Here should the chapel be raised on the highest ridge of the skerry and its little spire point upwards over the look-out and flag pole to greet the sailors at long distance as a reminder of.... Here he stopped and reflected. With a look of scorn on his pale face, he bent over and picked up four gneiss scales, which he laid in a rectangle from east to west, after having measured thirty steps in length and twenty in breadth.

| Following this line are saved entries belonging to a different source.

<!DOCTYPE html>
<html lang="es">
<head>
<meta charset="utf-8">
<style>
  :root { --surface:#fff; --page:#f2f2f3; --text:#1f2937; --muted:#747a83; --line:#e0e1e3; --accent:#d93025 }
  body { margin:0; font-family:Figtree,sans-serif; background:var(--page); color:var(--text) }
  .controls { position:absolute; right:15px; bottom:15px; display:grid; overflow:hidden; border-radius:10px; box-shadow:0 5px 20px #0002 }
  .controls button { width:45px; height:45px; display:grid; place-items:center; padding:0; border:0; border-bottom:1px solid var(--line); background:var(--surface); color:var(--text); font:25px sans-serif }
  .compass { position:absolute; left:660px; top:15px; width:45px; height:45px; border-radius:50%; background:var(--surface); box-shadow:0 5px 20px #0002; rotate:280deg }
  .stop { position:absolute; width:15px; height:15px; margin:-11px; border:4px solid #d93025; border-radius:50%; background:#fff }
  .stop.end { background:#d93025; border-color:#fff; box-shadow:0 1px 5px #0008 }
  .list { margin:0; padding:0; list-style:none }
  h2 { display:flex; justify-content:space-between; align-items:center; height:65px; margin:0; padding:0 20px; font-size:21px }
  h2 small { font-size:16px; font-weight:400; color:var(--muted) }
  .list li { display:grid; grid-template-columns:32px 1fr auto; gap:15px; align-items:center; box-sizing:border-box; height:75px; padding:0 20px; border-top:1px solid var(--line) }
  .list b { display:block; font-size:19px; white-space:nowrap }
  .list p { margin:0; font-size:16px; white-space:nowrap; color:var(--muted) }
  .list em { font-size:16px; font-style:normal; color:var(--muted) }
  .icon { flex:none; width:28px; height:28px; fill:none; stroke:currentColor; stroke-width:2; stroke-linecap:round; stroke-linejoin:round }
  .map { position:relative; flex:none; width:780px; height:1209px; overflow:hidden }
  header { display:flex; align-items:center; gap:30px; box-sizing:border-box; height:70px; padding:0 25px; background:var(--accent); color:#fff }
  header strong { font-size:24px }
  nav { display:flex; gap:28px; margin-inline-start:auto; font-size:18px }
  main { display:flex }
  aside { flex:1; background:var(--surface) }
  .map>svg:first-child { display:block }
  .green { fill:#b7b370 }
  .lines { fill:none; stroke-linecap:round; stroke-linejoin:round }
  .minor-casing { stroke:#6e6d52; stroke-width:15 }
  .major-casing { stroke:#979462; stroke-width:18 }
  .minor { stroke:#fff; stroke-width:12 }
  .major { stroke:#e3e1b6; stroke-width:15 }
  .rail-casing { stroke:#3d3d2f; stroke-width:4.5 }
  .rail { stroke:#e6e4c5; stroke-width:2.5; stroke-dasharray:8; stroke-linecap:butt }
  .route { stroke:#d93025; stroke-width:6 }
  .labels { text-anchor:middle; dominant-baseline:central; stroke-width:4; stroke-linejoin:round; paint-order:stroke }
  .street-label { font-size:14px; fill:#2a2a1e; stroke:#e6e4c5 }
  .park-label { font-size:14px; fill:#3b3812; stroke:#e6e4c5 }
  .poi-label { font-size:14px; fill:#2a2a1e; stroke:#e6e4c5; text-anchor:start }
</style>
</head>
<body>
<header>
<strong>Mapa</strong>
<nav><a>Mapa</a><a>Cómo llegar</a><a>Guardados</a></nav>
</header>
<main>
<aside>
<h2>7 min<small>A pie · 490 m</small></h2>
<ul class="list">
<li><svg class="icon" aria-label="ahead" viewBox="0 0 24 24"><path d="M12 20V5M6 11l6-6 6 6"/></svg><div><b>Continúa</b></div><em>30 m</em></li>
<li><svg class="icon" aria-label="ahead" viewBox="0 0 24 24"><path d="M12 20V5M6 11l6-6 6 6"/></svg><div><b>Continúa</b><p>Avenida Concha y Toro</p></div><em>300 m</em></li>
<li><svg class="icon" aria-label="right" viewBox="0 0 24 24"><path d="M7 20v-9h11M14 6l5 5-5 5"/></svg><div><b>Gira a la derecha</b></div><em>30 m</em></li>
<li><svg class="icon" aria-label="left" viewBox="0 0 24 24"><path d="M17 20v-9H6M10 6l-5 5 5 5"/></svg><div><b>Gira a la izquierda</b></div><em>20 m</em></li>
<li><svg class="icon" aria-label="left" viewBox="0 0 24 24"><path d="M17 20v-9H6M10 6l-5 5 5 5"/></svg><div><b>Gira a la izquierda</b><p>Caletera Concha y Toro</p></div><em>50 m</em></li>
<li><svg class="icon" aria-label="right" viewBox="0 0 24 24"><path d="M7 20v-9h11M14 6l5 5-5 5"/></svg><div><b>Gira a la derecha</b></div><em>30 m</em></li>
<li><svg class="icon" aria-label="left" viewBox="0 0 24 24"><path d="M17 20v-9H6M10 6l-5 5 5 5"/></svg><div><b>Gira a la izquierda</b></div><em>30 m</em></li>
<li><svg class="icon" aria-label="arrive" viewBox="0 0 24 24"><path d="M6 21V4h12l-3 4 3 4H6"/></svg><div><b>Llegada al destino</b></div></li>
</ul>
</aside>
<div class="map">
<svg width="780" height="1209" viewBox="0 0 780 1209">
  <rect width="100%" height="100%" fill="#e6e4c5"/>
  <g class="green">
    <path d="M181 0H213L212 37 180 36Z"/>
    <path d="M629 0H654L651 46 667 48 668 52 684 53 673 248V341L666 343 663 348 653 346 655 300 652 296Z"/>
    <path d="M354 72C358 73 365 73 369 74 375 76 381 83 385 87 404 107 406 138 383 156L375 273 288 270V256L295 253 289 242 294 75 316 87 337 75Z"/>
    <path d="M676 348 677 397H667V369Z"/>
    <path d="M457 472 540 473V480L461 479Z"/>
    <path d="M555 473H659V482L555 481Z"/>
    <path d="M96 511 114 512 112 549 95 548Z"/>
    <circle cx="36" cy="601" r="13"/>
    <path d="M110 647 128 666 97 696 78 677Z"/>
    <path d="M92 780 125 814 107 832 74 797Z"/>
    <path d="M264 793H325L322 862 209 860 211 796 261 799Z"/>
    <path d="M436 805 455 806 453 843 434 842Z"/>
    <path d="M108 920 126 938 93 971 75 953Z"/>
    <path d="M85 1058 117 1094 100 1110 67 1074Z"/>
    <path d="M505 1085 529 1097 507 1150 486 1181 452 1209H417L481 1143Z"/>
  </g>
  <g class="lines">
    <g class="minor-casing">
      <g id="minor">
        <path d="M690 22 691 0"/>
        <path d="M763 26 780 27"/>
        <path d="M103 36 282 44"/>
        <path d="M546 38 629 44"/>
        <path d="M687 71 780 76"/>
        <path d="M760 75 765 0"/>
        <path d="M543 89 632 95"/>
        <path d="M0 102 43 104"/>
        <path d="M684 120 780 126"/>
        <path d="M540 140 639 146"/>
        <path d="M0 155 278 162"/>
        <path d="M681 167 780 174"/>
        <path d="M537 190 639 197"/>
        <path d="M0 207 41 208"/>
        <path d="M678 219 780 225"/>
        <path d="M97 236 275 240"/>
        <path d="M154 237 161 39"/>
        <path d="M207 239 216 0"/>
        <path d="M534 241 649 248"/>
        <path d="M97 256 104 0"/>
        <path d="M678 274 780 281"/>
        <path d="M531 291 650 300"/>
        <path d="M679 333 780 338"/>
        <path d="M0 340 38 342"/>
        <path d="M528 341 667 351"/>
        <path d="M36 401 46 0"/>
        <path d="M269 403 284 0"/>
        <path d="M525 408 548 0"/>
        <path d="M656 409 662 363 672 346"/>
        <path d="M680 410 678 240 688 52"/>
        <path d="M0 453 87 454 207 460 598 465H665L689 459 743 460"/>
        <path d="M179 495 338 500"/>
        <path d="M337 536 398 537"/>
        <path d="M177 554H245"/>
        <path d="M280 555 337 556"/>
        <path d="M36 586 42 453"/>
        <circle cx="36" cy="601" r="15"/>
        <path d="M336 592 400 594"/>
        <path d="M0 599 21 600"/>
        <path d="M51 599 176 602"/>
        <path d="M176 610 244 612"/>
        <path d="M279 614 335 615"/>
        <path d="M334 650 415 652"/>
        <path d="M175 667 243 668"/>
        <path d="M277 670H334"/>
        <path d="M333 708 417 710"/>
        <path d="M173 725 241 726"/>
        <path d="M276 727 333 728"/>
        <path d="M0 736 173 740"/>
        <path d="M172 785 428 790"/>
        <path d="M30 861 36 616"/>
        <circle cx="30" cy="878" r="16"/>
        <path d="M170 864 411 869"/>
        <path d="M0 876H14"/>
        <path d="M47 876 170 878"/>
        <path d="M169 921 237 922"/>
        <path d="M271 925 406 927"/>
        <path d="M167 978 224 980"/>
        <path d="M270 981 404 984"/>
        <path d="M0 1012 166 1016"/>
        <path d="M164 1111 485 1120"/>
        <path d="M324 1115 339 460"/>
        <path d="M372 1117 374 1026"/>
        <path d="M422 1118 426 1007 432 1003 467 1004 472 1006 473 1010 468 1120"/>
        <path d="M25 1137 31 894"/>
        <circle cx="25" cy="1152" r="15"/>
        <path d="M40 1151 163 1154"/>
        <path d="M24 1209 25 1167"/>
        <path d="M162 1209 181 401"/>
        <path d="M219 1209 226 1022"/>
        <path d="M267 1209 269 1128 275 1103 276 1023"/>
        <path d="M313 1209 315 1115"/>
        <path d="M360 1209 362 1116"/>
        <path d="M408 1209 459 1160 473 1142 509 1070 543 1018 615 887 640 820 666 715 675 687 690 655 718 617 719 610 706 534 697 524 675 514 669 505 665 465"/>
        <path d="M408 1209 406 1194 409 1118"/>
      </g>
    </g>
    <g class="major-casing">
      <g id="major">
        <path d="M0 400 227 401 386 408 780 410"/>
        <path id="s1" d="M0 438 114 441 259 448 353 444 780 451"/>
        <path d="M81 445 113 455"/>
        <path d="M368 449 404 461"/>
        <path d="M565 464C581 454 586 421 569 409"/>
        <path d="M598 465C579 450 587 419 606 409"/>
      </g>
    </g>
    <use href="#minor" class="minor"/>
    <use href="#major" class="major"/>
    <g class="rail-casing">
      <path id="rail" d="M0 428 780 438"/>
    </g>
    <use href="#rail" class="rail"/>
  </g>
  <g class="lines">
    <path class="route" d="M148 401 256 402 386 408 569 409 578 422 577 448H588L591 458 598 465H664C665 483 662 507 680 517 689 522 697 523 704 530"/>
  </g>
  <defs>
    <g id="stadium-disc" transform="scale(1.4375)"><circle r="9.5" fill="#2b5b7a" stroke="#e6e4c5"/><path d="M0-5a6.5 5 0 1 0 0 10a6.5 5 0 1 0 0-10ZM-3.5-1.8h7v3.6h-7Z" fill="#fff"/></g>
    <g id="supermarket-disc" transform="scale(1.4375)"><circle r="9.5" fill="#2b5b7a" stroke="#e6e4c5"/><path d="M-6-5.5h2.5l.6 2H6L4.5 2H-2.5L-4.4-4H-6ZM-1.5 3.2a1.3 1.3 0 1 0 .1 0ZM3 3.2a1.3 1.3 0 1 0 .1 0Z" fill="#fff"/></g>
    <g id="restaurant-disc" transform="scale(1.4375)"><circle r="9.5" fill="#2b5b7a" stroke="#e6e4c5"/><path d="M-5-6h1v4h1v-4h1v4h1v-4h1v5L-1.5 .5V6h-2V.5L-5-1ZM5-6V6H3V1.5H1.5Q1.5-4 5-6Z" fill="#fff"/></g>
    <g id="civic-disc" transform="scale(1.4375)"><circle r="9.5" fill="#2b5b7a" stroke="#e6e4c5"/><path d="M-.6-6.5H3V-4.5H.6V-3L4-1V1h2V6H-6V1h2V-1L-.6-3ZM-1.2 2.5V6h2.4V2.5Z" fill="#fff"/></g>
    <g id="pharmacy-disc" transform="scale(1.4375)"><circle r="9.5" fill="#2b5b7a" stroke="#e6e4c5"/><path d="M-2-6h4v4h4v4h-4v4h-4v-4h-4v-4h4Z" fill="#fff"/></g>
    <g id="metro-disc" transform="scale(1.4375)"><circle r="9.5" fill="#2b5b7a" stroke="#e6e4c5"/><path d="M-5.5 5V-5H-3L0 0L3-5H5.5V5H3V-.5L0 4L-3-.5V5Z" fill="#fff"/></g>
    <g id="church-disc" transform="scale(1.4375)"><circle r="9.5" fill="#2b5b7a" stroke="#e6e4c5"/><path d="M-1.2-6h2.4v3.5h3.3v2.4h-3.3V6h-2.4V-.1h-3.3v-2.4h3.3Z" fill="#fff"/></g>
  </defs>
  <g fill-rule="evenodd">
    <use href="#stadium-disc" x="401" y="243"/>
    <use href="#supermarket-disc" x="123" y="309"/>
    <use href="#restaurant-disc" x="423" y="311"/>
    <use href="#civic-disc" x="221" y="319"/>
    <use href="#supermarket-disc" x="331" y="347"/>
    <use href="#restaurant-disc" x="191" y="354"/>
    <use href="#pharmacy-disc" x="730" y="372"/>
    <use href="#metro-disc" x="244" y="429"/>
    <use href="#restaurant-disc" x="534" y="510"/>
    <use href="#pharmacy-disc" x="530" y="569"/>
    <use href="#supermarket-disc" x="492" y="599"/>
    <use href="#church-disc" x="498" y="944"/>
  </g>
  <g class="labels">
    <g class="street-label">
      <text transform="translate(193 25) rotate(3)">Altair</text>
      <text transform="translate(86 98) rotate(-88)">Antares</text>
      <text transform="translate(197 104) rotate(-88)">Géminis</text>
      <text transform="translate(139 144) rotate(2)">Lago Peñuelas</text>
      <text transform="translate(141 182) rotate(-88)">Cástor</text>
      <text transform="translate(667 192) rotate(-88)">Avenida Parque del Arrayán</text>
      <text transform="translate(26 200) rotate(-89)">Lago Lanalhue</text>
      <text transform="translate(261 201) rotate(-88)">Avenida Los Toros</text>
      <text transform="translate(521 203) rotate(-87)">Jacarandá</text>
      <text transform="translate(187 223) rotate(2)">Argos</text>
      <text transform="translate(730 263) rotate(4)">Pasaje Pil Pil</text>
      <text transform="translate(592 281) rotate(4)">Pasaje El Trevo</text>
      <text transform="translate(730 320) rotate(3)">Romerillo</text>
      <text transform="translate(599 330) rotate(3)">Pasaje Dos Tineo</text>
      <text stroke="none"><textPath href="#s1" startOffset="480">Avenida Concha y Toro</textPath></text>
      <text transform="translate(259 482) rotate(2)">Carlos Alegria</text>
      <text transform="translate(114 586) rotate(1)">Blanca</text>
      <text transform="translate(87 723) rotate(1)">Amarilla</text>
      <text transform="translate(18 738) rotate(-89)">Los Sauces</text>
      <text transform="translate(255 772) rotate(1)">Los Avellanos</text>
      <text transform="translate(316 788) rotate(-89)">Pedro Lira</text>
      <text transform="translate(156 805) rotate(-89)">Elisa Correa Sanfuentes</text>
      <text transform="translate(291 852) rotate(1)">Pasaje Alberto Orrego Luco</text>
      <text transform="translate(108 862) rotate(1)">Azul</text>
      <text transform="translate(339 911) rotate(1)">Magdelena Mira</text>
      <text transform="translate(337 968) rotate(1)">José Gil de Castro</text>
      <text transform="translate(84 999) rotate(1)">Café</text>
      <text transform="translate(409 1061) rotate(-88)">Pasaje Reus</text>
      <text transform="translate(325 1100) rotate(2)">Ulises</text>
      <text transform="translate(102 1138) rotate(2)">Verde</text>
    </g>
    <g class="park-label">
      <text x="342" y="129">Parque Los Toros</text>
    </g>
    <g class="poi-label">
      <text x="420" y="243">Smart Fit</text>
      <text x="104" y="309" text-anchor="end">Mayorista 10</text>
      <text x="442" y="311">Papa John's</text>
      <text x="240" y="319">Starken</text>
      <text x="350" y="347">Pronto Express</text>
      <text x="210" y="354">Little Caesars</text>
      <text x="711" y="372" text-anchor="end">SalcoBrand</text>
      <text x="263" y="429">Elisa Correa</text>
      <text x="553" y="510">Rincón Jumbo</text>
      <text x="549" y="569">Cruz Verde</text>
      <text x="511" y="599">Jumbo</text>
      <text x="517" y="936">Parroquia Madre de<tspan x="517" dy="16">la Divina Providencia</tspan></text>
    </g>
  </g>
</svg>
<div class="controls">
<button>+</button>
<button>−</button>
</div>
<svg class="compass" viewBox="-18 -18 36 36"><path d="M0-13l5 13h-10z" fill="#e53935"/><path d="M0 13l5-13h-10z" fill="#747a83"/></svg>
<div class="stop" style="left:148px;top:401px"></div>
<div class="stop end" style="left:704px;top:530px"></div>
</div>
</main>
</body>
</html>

"What an excellent landmark for the sailors!" he thought as he descended the hill and went home to bed.


[CHAPTER SIXTH]

The commissioner had confined himself to his room two days to work, and when on the morning of the third day he went out for a stroll on the beach, he met by chance the widow of the deceased officer of the exchequer. She had an anxious look, and when the commissioner inquired after her daughter's health, he learned that she was indisposed.

"It is lack of entertainment," said he at random.

"Yes, but what shall one do in this solitude?" responded the anxious mother.

"The lady must go out to sea, fishing and yachting and get exercise," prescribed he without thinking of what he said.